Вторая черта прошла вдоль берега и уткнулась в сопку.
— Потом домой?
— Домой.
Третья черта снова пересекла залив, соединив две первых.
— Километра двадцать два — двадцать три, — сказал начальник. — Сколько же ты сегодня отвез писем?
— Два.
— Так это как считается — одно дело? или полдела? или четверть?
— Не знаю, — сказал Венька. — У них мотор сломался, вот я и езжу.
Рабочие засмеялись. А Венька вдруг подумал с испугом, что шестнадцать писем — это совсем немного, и что когда осенью ребята будут на сборе рассказывать о своих делах, то ему и рассказать будет нечего.
Венька взглянул на Лизунова. Тот был занят письмом. Он перечитывал его, время от времени изумленно вздымая брови и покачивая головой. Улыбка не сходила с его лица.
Венька вздохнул, засунул поглубже в карман лизуновскую трехрублевку и побрел к подножию холма. Он поднялся уже до половины склона, когда снизу прилетел еле слышный крик Лизунова:
— Венька-а-а… будь здоров… спасибо, Венька-а-а!..
На тропе, уходящей в горы, стояли семь человек. Они махали Веньке руками.

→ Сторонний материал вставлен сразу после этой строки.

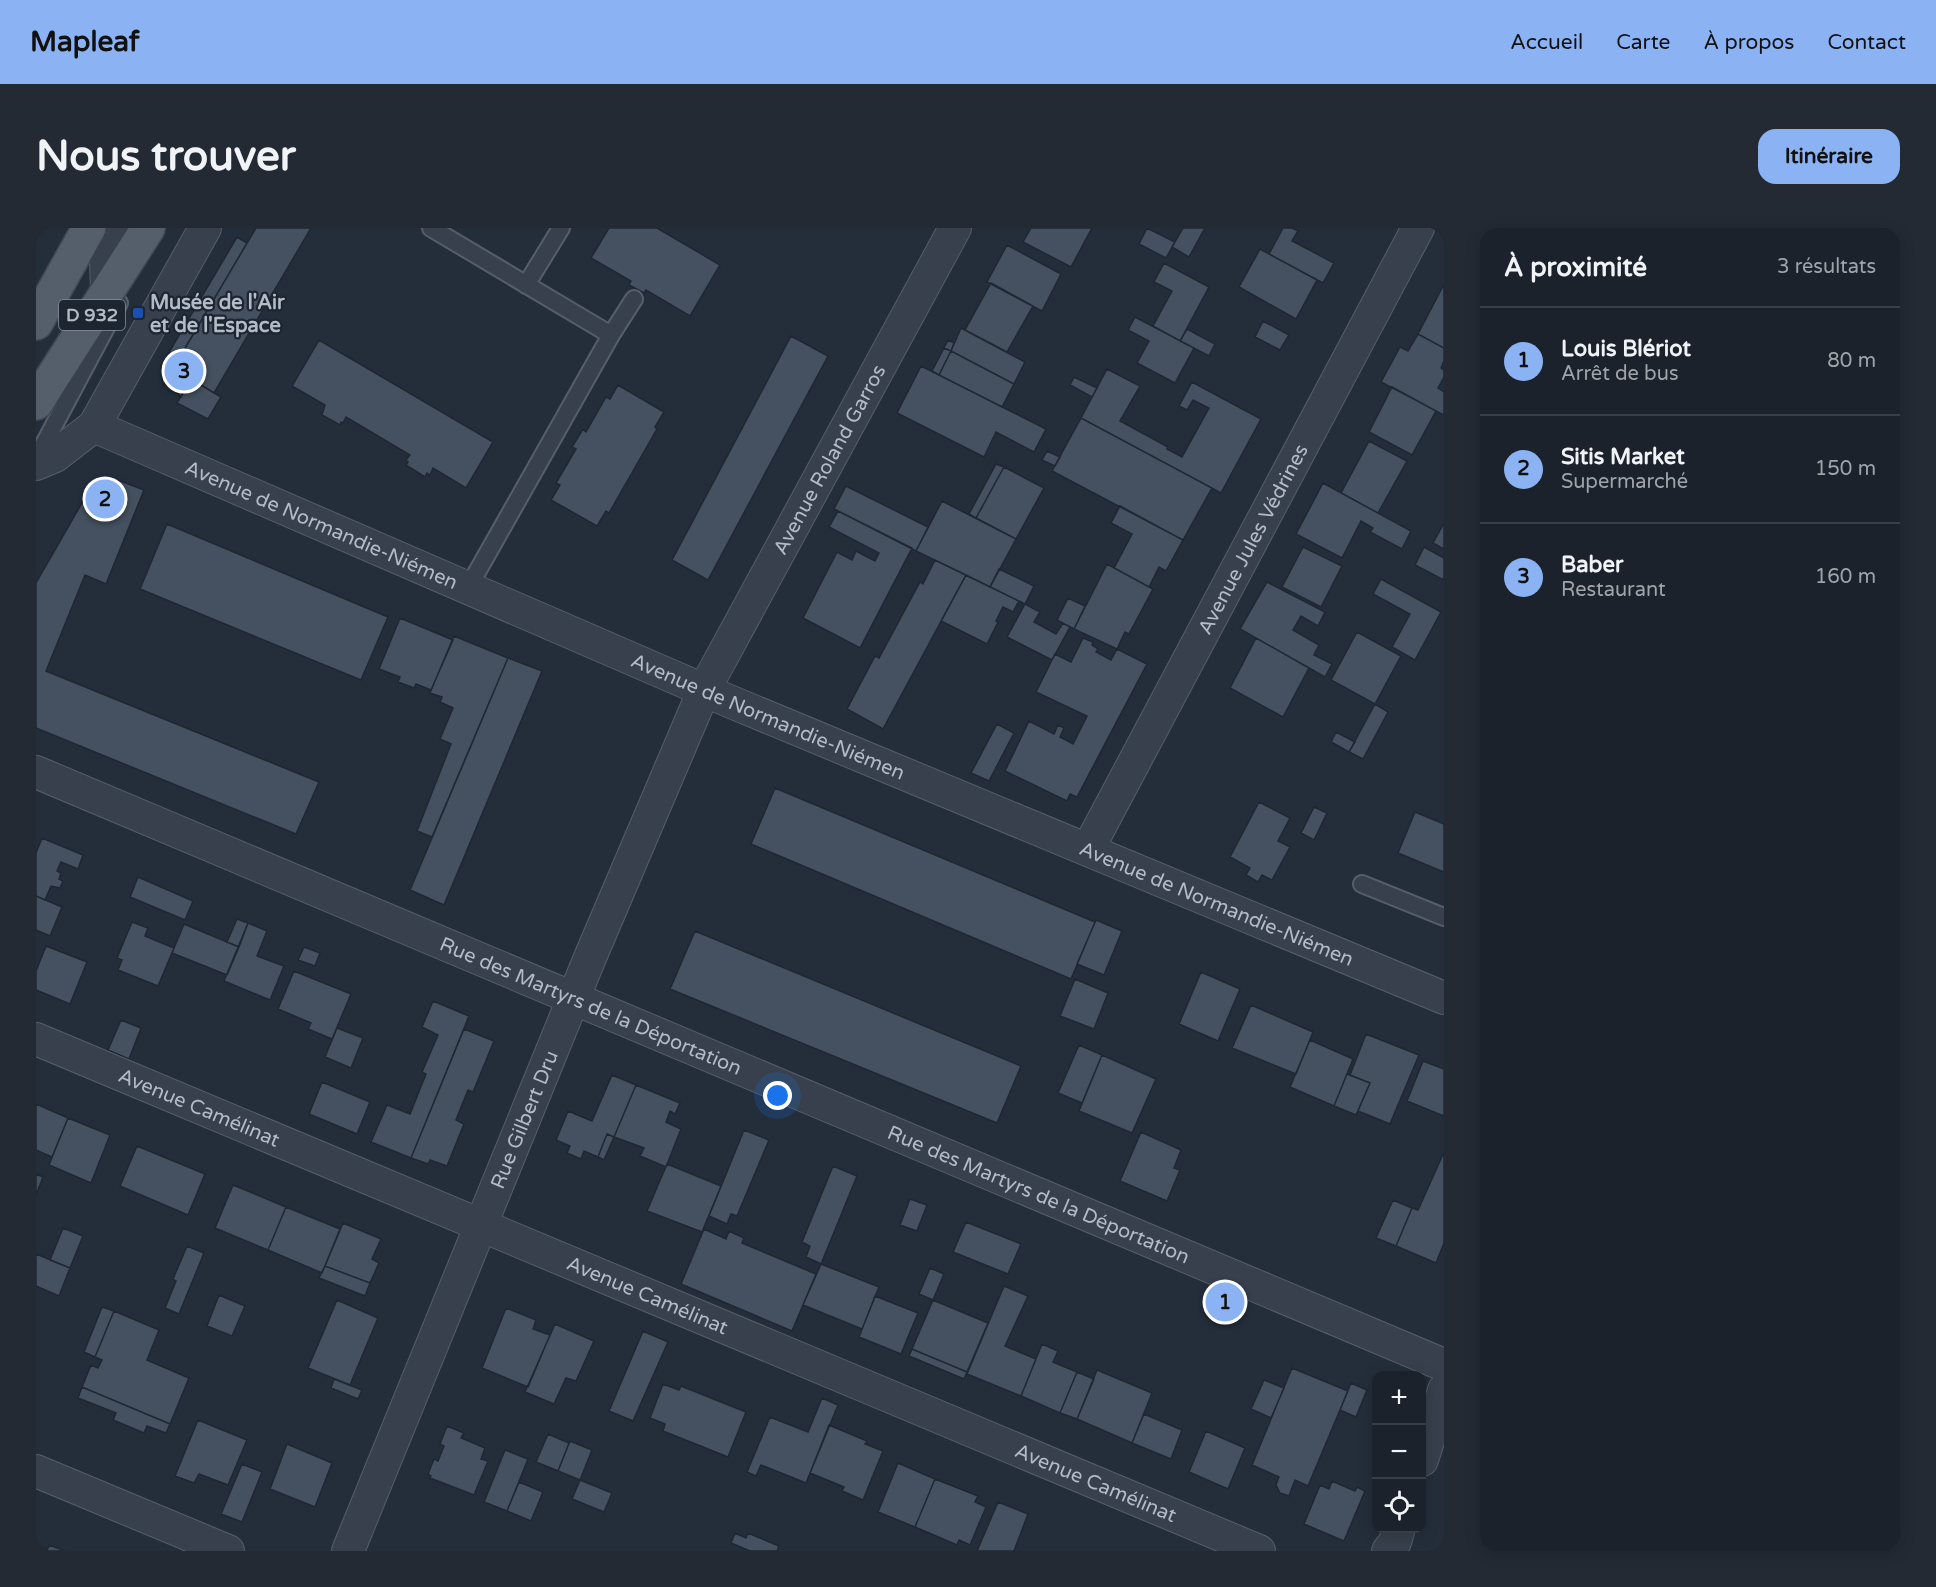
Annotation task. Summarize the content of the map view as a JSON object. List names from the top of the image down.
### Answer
{
  "streets": {
    "main road": ["D 932"],
    "street": [
      "Avenue Roland Garros",
      "Avenue de Normandie-Niémen",
      "Avenue Jules Védrines",
      "Rue des Martyrs de la Déportation",
      "Avenue Camélinat",
      "Rue Gilbert Dru"
    ]
  },
  "crossings": [
    ["Avenue Roland Garros", "Avenue de Normandie-Niémen"],
    ["Avenue Roland Garros", "Rue Gilbert Dru"],
    ["Avenue de Normandie-Niémen", "Avenue Jules Védrines"],
    ["Avenue de Normandie-Niémen", "Rue Gilbert Dru"],
    ["Rue des Martyrs de la Déportation", "Rue Gilbert Dru"],
    ["Avenue Camélinat", "Rue Gilbert Dru"]
  ],
  "places": {
    "transit": ["Musée de l'Air et de l'Espace"]
  },
  "page": {
    "header": "Mapleaf",
    "nav": [
      "Accueil",
      "Carte",
      "À propos",
      "Contact"
    ],
    "buttons": "Itinéraire",
    "title": "Nous trouver",
    "heading": ["À proximité", "3 résultats"],
    "list": [
      {
        "mark": "1",
        "name": "Louis Blériot",
        "note": "Arrêt de bus",
        "value": "80 m"
      },
      {
        "mark": "2",
        "name": "Sitis Market",
        "note": "Supermarché",
        "value": "150 m"
      },
      {
        "mark": "3",
        "name": "Baber",
        "note": "Restaurant",
        "value": "160 m"
      }
    ],
    "pins": ["3", "2", "1"],
    "map_buttons": ["+", "−"]
  }
}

Вечернее солнце, остывшее и усталое, медленно катилось по вершинам гряд. Синее стали горы. Кое-где с островов сползали на воду языки тумана. Но по-прежнему ложилась в след лодки огненная тропа с черными дырами воронок от весел.
А над притихшим заливом, в такт ударам весел, звучали привычные слова счета:
— Две тысячи двести пять… две тысячи двести шесть… две тысячи двести семь…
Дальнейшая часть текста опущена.